Work request – From the entries below, please gather each line containing the string "linecap".

Data provided –
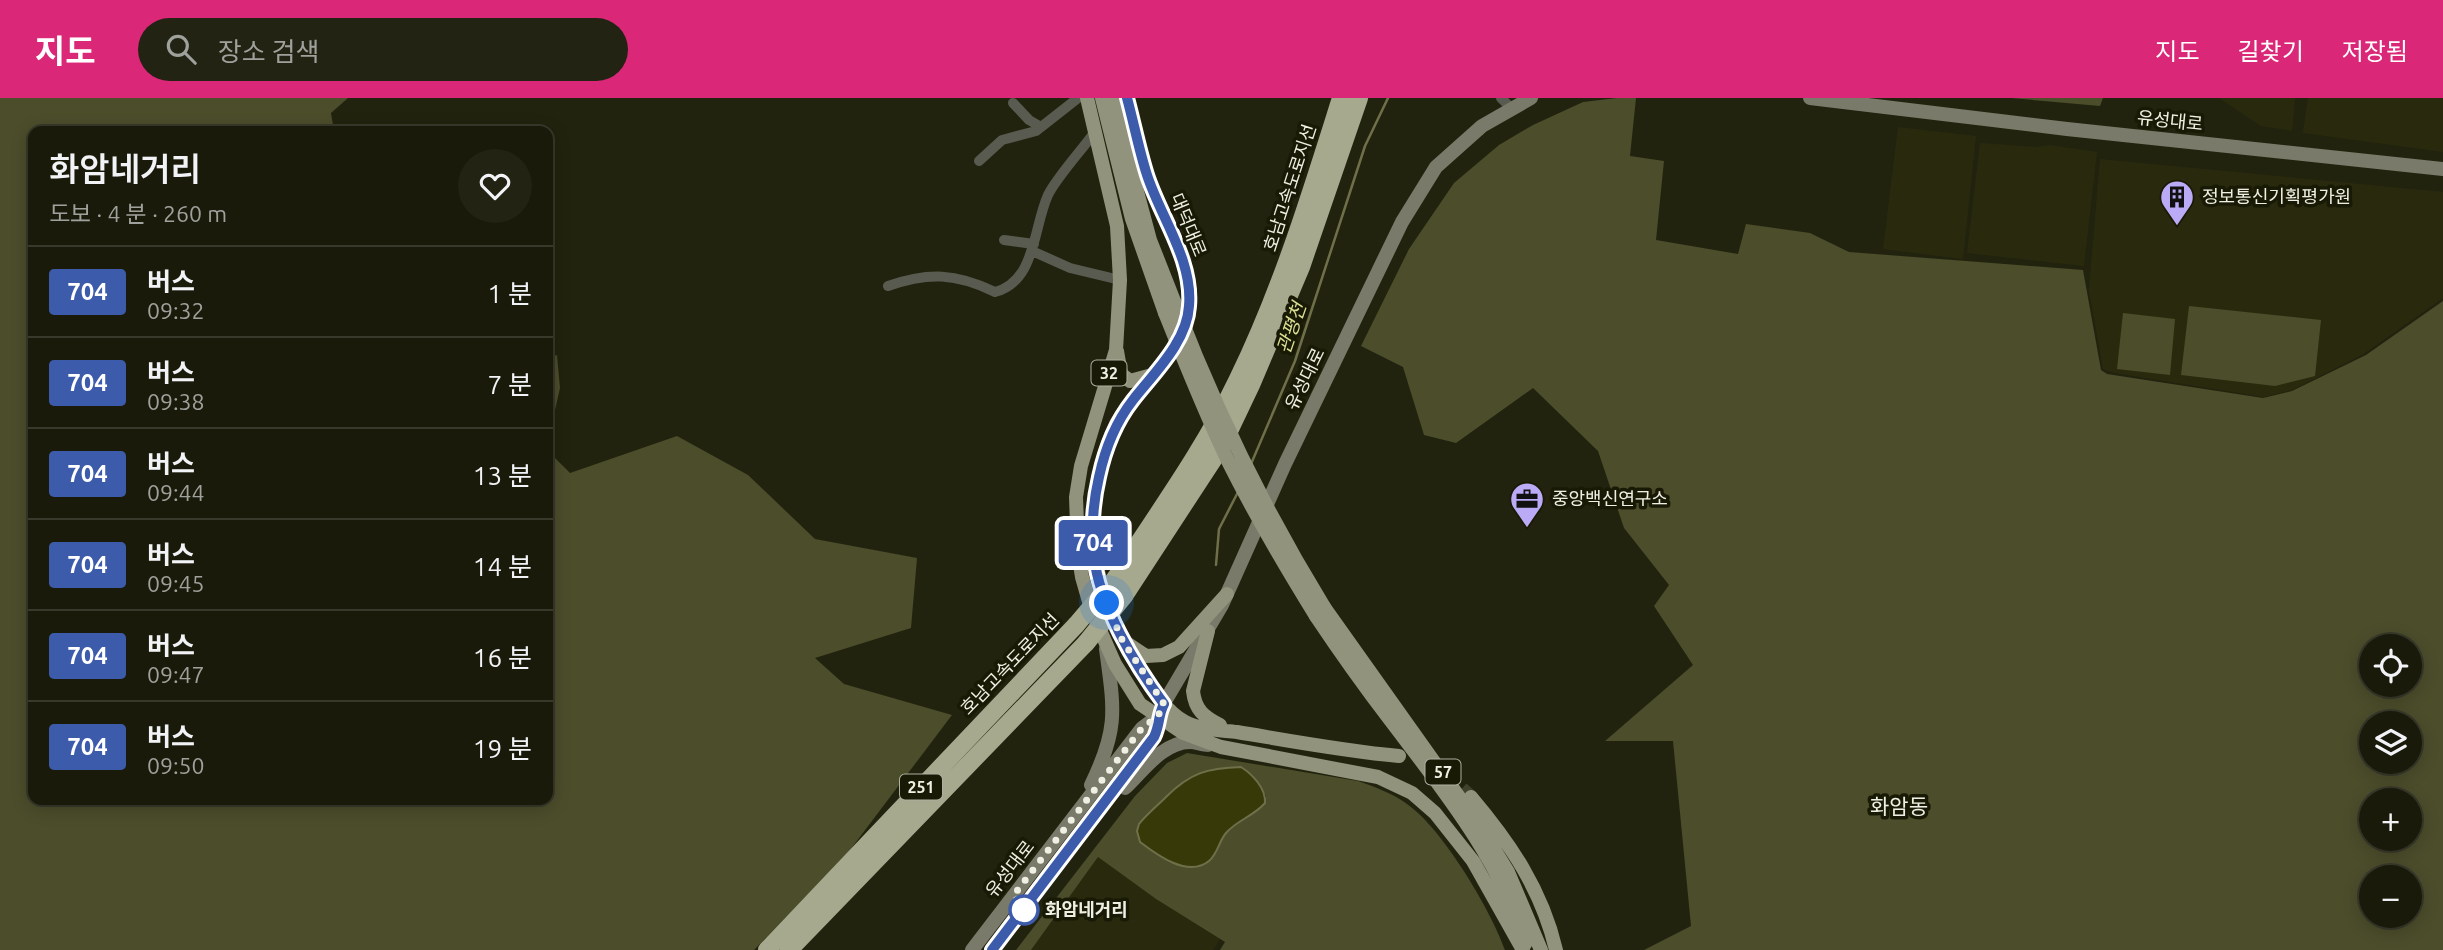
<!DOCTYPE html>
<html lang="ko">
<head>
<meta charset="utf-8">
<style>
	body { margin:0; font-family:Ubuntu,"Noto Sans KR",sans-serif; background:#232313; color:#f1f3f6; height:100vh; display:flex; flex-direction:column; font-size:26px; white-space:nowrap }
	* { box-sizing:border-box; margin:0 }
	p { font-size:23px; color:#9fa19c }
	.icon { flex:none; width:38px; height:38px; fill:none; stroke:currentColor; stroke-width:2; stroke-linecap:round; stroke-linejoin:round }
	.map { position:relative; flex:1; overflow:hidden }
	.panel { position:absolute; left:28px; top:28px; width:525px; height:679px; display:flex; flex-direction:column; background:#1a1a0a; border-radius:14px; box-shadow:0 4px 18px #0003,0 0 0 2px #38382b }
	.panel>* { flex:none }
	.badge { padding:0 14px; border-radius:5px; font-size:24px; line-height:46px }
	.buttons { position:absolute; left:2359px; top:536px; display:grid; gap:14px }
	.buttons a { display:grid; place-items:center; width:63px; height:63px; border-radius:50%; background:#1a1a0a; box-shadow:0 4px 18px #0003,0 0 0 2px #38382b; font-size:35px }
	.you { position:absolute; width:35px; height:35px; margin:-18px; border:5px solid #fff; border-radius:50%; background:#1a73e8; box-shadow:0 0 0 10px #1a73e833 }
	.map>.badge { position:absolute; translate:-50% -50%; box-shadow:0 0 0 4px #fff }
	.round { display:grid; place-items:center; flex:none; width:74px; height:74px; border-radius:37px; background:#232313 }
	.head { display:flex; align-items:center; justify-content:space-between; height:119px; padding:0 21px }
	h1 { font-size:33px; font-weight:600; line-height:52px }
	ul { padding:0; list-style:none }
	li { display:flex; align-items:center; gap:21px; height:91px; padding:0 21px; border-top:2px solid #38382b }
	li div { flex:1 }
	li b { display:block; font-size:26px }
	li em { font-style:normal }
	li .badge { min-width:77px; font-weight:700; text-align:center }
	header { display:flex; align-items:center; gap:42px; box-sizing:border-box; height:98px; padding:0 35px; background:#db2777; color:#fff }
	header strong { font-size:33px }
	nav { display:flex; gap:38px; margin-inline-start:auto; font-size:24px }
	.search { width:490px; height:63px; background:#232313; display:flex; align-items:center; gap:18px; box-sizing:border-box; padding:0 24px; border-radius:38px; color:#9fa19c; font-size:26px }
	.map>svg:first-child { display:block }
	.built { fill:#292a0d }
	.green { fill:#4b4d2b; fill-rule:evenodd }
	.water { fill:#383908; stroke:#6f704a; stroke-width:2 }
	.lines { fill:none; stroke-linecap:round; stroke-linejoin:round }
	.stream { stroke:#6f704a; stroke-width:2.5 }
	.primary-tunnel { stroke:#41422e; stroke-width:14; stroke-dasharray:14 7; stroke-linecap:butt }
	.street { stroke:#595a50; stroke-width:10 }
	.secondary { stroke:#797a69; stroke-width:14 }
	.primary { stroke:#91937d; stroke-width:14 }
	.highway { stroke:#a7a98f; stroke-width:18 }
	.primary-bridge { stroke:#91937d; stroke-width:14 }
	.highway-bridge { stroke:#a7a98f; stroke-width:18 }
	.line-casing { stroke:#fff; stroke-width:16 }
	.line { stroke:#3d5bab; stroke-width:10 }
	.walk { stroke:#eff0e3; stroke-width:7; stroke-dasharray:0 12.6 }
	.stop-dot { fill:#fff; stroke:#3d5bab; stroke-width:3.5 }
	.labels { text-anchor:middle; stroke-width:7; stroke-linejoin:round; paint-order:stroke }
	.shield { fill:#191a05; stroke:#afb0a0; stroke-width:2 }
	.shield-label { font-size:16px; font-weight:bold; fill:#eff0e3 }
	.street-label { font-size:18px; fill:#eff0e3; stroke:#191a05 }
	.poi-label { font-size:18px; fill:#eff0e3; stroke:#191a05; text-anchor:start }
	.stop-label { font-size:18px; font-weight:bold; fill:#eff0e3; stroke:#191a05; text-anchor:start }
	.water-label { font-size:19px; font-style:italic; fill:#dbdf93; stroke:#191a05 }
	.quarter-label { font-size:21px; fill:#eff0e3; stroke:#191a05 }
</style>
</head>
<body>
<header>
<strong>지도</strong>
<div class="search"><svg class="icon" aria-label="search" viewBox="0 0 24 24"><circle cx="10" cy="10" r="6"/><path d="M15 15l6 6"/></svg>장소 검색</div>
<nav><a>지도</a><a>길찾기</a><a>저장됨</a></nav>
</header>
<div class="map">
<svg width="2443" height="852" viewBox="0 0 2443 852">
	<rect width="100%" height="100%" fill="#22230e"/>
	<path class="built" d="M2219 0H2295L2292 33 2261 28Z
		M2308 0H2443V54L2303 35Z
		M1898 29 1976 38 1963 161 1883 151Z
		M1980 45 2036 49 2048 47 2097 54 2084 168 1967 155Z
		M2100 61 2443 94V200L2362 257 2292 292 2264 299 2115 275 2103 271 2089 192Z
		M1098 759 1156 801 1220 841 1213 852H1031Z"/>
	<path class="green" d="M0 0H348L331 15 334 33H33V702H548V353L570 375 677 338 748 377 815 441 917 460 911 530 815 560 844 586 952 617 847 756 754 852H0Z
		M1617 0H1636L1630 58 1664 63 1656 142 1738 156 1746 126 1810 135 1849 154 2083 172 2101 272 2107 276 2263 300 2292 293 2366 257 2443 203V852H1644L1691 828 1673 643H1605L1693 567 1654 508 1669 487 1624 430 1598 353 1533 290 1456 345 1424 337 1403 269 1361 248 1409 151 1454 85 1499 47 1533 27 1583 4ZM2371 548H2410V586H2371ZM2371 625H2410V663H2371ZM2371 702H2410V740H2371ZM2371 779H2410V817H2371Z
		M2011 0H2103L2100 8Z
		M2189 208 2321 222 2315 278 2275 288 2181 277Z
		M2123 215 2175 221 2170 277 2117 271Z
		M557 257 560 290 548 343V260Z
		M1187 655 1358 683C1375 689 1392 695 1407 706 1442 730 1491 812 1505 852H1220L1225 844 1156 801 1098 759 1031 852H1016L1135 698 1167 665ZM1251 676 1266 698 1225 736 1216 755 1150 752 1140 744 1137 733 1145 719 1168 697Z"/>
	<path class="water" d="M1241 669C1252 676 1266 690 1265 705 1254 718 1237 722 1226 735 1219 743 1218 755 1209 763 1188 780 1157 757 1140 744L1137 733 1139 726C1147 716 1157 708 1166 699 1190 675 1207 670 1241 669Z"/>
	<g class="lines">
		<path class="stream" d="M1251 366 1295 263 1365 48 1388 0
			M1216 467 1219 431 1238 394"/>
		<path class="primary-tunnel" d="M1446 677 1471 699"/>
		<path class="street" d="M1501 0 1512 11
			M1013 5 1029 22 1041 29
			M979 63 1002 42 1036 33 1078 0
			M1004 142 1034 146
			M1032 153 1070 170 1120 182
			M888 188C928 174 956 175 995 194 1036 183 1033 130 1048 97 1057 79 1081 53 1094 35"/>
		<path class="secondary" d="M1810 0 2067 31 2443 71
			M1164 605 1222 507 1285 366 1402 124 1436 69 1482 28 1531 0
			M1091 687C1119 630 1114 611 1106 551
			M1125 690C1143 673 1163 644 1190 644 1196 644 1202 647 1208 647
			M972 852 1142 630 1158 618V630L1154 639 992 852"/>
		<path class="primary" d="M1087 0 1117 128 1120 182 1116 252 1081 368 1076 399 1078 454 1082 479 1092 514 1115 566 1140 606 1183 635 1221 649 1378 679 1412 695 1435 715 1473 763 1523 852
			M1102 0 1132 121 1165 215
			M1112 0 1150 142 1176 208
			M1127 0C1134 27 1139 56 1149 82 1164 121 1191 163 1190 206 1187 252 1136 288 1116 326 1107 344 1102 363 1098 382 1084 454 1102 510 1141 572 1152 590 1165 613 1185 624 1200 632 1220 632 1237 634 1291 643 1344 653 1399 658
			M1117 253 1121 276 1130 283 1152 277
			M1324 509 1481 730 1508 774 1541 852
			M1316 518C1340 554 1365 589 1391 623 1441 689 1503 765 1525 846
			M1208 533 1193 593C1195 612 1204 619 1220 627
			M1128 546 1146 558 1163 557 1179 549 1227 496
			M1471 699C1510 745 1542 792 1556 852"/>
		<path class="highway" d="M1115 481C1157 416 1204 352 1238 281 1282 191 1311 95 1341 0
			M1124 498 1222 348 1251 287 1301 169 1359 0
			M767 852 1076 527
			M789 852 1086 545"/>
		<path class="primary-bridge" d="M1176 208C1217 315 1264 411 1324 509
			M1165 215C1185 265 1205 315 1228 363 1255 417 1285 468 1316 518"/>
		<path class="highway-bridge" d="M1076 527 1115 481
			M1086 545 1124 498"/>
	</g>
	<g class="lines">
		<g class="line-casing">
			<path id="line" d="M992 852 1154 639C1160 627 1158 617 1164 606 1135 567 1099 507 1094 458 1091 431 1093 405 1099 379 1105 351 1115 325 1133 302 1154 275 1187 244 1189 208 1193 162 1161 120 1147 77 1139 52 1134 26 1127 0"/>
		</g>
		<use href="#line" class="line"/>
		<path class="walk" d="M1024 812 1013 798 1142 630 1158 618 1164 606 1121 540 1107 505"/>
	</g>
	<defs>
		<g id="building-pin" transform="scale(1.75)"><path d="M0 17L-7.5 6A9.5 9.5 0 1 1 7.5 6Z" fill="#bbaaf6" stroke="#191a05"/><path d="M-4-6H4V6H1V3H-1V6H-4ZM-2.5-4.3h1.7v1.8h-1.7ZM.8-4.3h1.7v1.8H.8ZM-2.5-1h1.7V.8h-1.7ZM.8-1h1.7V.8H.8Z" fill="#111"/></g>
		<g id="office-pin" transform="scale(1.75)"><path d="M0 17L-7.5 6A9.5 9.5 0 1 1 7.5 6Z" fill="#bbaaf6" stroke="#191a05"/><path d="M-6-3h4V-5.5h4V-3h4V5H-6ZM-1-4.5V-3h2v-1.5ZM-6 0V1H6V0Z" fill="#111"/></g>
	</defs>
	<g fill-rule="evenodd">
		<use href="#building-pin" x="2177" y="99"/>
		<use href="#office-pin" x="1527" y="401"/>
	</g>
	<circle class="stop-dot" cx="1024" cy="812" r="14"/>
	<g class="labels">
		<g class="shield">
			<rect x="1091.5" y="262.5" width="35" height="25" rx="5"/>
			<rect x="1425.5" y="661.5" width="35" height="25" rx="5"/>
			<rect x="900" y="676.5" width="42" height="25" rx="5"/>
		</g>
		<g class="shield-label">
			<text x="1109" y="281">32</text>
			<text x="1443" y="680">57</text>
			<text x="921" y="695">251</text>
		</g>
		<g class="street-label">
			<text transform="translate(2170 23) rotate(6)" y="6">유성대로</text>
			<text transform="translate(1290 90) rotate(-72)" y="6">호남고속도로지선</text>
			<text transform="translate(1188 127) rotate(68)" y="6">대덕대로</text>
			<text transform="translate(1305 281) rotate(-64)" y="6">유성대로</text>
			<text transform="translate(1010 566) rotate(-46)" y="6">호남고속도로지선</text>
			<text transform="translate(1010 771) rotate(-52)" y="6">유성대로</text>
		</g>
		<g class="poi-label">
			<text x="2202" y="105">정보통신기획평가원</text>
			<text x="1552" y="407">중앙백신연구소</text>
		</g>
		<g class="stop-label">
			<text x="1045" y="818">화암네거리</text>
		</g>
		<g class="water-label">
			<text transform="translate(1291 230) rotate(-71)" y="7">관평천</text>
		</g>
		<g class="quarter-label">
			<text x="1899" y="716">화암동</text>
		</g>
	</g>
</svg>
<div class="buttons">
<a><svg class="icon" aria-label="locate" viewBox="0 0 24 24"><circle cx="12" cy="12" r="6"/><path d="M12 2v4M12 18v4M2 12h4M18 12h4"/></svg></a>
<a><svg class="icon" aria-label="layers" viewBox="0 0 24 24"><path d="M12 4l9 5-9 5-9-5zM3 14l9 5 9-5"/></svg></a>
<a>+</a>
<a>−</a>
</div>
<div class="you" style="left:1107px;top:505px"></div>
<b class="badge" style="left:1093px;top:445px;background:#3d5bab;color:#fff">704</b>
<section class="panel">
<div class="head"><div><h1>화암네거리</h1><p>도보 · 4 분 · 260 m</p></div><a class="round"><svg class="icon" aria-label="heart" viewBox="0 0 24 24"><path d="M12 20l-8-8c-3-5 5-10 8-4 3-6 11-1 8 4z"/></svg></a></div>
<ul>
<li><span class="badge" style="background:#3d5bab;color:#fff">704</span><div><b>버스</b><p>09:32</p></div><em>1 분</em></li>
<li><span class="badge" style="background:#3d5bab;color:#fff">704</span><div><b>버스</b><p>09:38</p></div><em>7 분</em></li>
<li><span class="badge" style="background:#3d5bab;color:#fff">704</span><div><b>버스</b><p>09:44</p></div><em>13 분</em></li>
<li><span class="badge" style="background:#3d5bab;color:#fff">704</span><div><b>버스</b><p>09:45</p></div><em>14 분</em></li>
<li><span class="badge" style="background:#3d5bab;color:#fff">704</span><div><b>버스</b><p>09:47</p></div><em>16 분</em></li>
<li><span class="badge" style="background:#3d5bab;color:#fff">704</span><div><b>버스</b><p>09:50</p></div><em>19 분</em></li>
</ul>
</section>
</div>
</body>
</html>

Reply –
	.icon { flex:none; width:38px; height:38px; fill:none; stroke:currentColor; stroke-width:2; stroke-linecap:round; stroke-linejoin:round }
	.lines { fill:none; stroke-linecap:round; stroke-linejoin:round }
	.primary-tunnel { stroke:#41422e; stroke-width:14; stroke-dasharray:14 7; stroke-linecap:butt }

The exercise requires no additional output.